The United Nations has backed the use of 30km/h (approx 20mph) limits as part of a worldwide drive to cut road deaths and injuries by half.
The move is part of the UN’s declaration of the second Decade of Action for Road Safety (2021-30) and follows the Stockholm Declaration at the third Global Ministerial Conference on Road Safety in February 2020.
The UN General Assembly UN has endorsed the Stockholm Declaration and adopted a target to reduce road deaths and injuries by 50% by 2030.
The UN building in New York
The Declaration included a resolution to focus on speed management, ‘including the strengthening of law enforcement to prevent speeding and mandate a maximum road travel speed of 30 km/h in areas where vulnerable road users and vehicles mix in a frequent and planned manner, except where strong evidence exists that higher speeds are safe'.
It noted that ‘efforts to reduce speed in general will have a beneficial impact on air quality and climate change as well as being vital to reduce road traffic deaths and injuries'.
The 20’s Plenty campaign said this was timed to benefit from the adoption of mandatory speed limiters on cars, ‘which will have a dramatic positive effect on driver compliance’.
Rod King MBE, founder and campaign director for 20’s Plenty, pointed out that the Welsh Government is already planning to cut its national urban/village default limit to 20mph.
He said: ‘This announcement lays the responsibility for setting safe and equitable default urban and village speed limits at national governments.

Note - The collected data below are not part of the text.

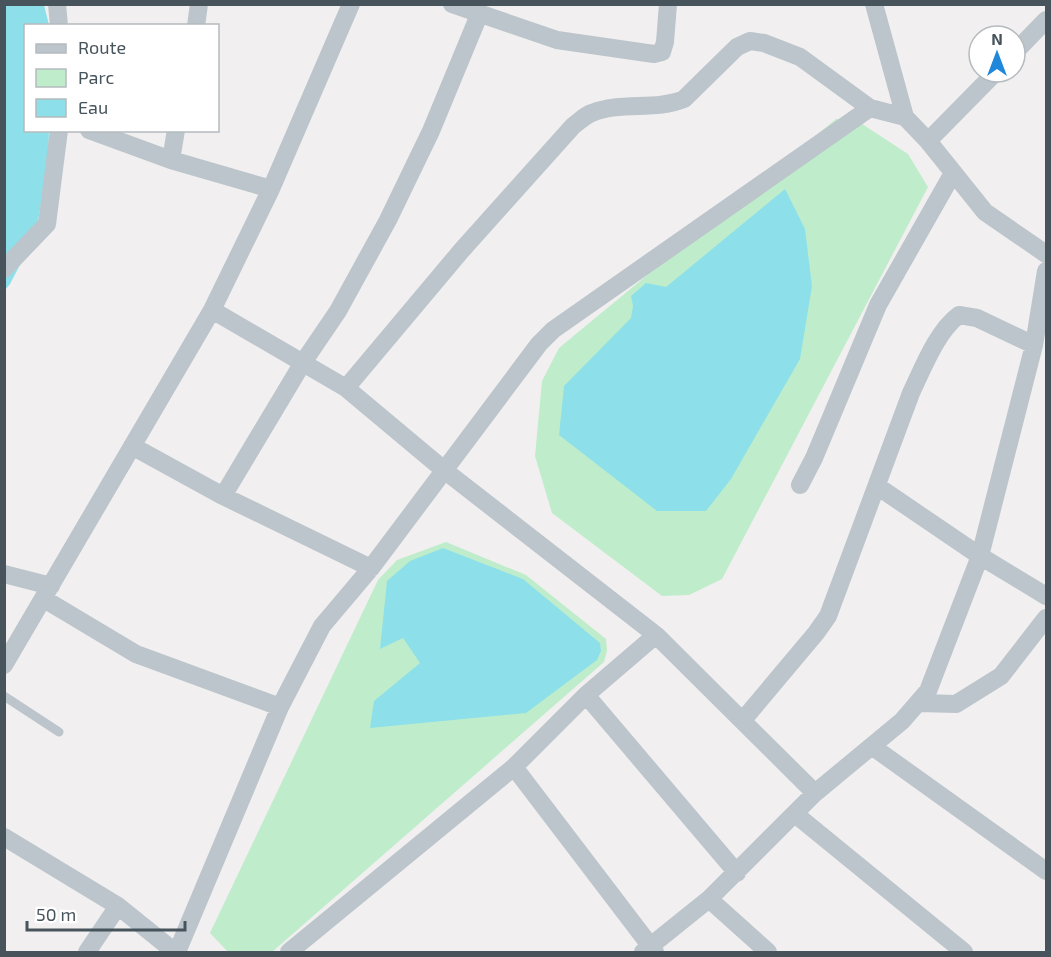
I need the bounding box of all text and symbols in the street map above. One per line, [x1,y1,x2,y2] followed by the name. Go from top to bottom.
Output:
[24,24,219,132] legend
[967,24,1027,84] north arrow
[991,29,1003,48] text: N
[78,36,126,58] text: Route
[78,66,114,88] text: Parc
[78,96,108,118] text: Eau
[27,894,184,932] scale bar
[36,903,76,925] text: 50 m

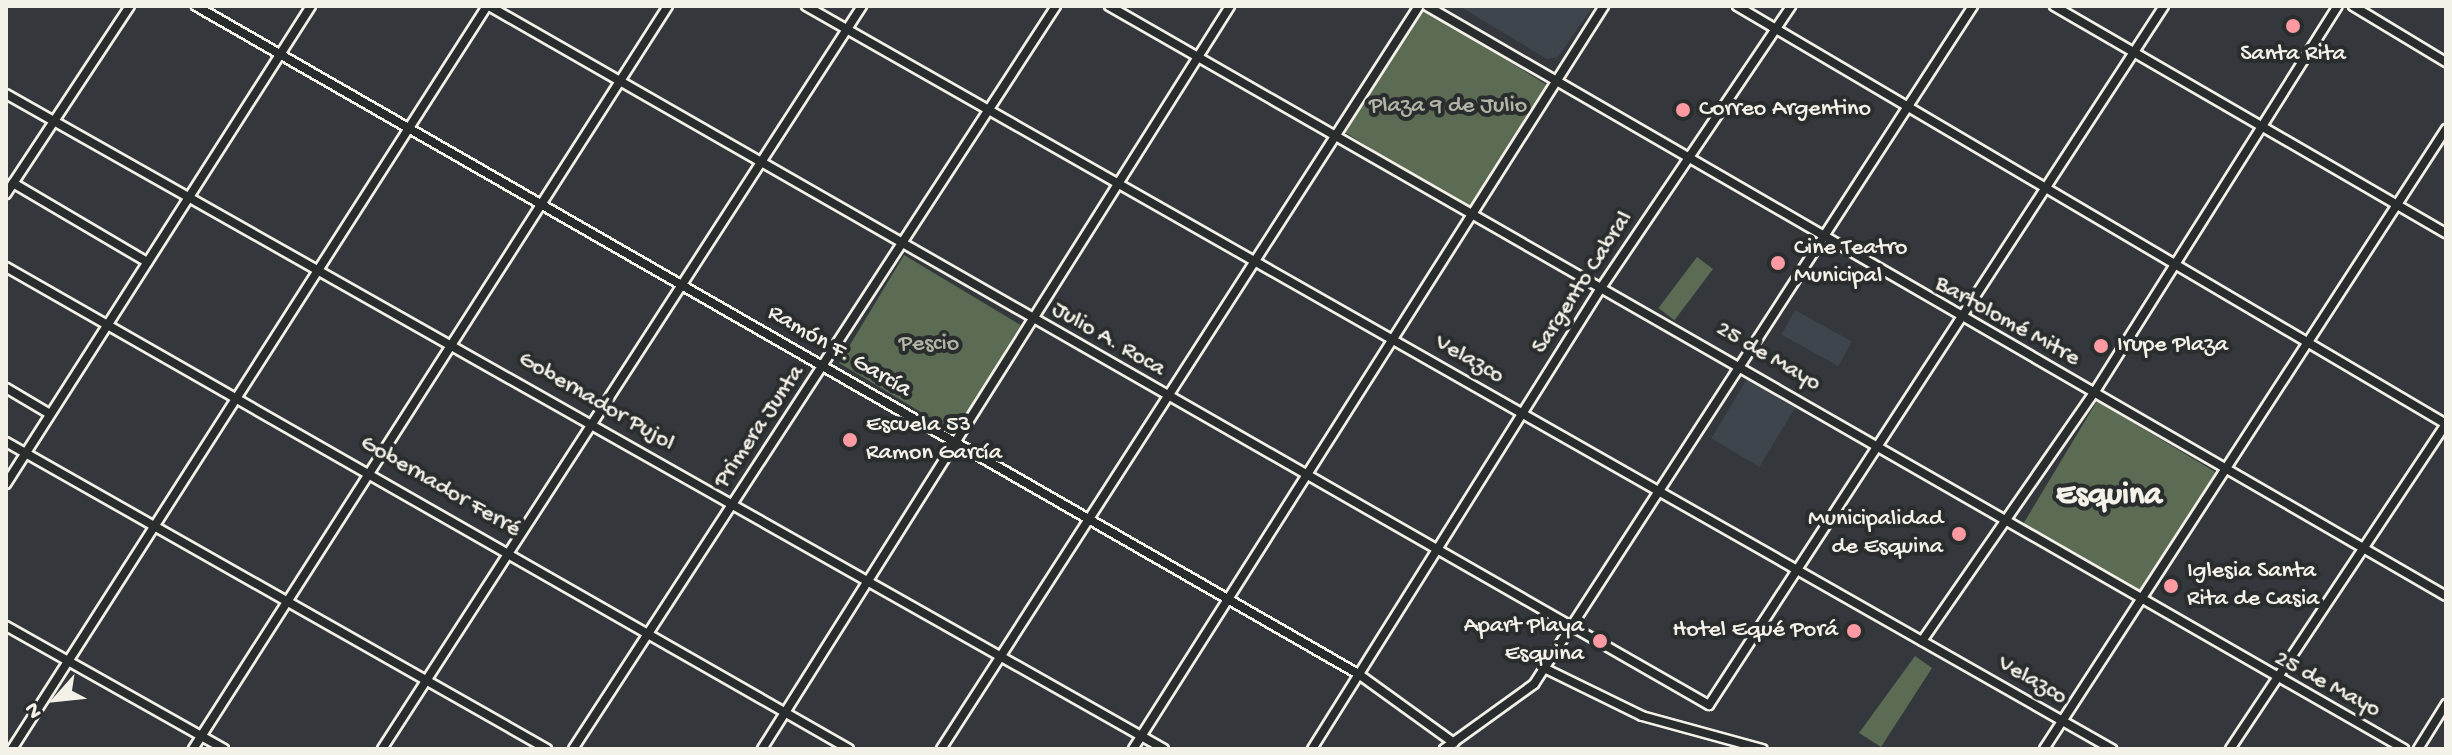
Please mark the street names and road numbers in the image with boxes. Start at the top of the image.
street label: Sargento Cabral [1526,206,1640,360]
street label: Bartolomé Mitre [1929,270,2085,374]
street label: Julio A. Roca [1046,296,1170,384]
street label: Ramón F. García [762,299,916,405]
street label: 25 de Mayo [1710,315,1826,399]
street label: Velazco [1429,329,1509,391]
street label: Gobernador Pujol [513,346,679,458]
street label: Primera Junta [708,360,812,494]
street label: Gobernador Ferré [355,429,525,545]
street label: 25 de Mayo [2269,645,2385,725]
street label: Velazco [1992,650,2072,712]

It is no longer acceptable to have a national 30mph limit and expect local authorities to do all the work to change local limits to the accepted global standard that 20 is plenty where people walking and cycling mix with motor vehicles.
‘Just like air quality, smoking in public places, child protection and seatbelt wearing and so many other issues, where we have a national consensus and value on what is right and proper, then we should set that standard nationally.’
He added: ‘The Government has supported both the Stockholm Declaration and the UN Resolution. It’s time for England, Scotland and Northern Ireland to join Wales and set a national urban/village limit of 20mph that aligns with what is now the accepted global standard for allowable vehicle speeds where people mix with motor vehicles.’